Tuesday, November 25, 2008

Much ado about nothing


No comment other than:


Seemed like we had a pretty big tadoo for it all to come down to this.


But who knew at the time?


3 FLDS members face felony charges
By Lisa Sandberg - Express-News

AUSTIN — The leader of a West Texas polygamist group and two other church members surrendered to authorities Monday after being indicted earlier this month in connection with underage marriages at the ranch where they live.

Frederick “Merril” Jessop, 72, believed to be the most senior leader of the Fundamentalist Church of Jesus Christ of Latter Day Saints outside Eldorado, was charged with one count of conducting an unlawful marriage ceremony, a third degree felony. He dropped out of sight after authorities raided the group's ranch in April, though an FLDS spokesman insisted he was never in hiding.

Wendell Loy Nielson, 68, who was shown in court records to have been simultaneously married to 21 women, was charged with three, third-degree felony bigamy charges; Leroy Johnson Steed, 42, was charged with sexual assault of a child, bigamy, and tampering with physical evidence.
The three men, who were booked and released on bond, were indicted by a Schleicher County grand jury Nov. 12.

A total of 12 members from the breakaway Mormon sect now have been brought up on felony charges related to underage unions. The group is not affiliated with mainstream Mormonism, which denounced polygamy more than a century ago.

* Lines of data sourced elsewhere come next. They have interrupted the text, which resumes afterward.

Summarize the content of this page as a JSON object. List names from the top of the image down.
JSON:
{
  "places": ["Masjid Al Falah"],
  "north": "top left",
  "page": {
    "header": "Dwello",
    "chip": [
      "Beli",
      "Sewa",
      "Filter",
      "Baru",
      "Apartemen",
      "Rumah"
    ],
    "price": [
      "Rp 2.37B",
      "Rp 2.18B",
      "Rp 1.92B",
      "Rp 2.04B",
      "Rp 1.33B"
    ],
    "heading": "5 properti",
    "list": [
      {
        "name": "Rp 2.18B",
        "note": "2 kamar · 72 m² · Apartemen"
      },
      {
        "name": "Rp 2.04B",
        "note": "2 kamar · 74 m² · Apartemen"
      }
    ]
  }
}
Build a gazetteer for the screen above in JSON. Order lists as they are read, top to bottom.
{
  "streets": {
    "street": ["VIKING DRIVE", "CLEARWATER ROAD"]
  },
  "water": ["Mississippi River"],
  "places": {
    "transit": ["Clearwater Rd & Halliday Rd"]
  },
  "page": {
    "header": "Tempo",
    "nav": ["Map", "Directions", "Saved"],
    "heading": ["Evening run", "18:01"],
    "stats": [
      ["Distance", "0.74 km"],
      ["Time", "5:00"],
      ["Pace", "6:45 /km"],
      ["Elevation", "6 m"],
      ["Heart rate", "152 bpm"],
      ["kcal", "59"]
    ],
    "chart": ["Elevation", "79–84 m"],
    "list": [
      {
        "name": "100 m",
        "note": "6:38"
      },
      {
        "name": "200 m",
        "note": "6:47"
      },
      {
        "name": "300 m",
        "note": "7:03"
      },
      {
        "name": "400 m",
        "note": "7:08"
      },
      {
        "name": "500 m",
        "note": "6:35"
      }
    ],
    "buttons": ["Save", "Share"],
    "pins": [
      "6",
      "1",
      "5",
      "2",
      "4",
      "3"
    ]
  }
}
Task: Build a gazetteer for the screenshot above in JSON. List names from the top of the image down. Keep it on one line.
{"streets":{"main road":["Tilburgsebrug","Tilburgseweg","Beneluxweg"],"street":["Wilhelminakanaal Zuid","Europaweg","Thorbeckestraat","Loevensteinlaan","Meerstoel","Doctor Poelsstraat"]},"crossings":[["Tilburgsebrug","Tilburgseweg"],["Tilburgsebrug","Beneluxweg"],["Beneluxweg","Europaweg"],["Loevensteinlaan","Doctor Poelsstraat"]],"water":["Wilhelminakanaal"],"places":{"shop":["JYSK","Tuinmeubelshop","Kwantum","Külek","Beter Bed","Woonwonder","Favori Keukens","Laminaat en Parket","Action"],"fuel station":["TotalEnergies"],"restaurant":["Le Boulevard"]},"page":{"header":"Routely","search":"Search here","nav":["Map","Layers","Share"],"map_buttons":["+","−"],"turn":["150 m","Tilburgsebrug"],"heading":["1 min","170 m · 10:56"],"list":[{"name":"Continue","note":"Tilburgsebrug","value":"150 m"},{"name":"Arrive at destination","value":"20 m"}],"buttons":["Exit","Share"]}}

Willie Jessop, a spokesman for the group, on Monday called the state's case baseless and said it was concocted to justify its failed child custody case. In April, acting on a tip, Texas Child Protective Services seized the group's 400-plus children, alleging that the girls were being sexually abused or at risk of being sexually abused and the boys were being groomed to perpetuate the practice of underage marriages.

Two months later, the Texas Supreme Court ruled that the state overreached and ordered the children returned to their parents. CPS has since dropped its oversight over most of the children.

Today, child welfare authorities are expected back in a San Angelo family courtroom to seek access to a 5-month-old baby they believe was born to an underage mother wedded to an adult man. CPS said in court papers it wanted the child “for inspection, observation and genetic testing.”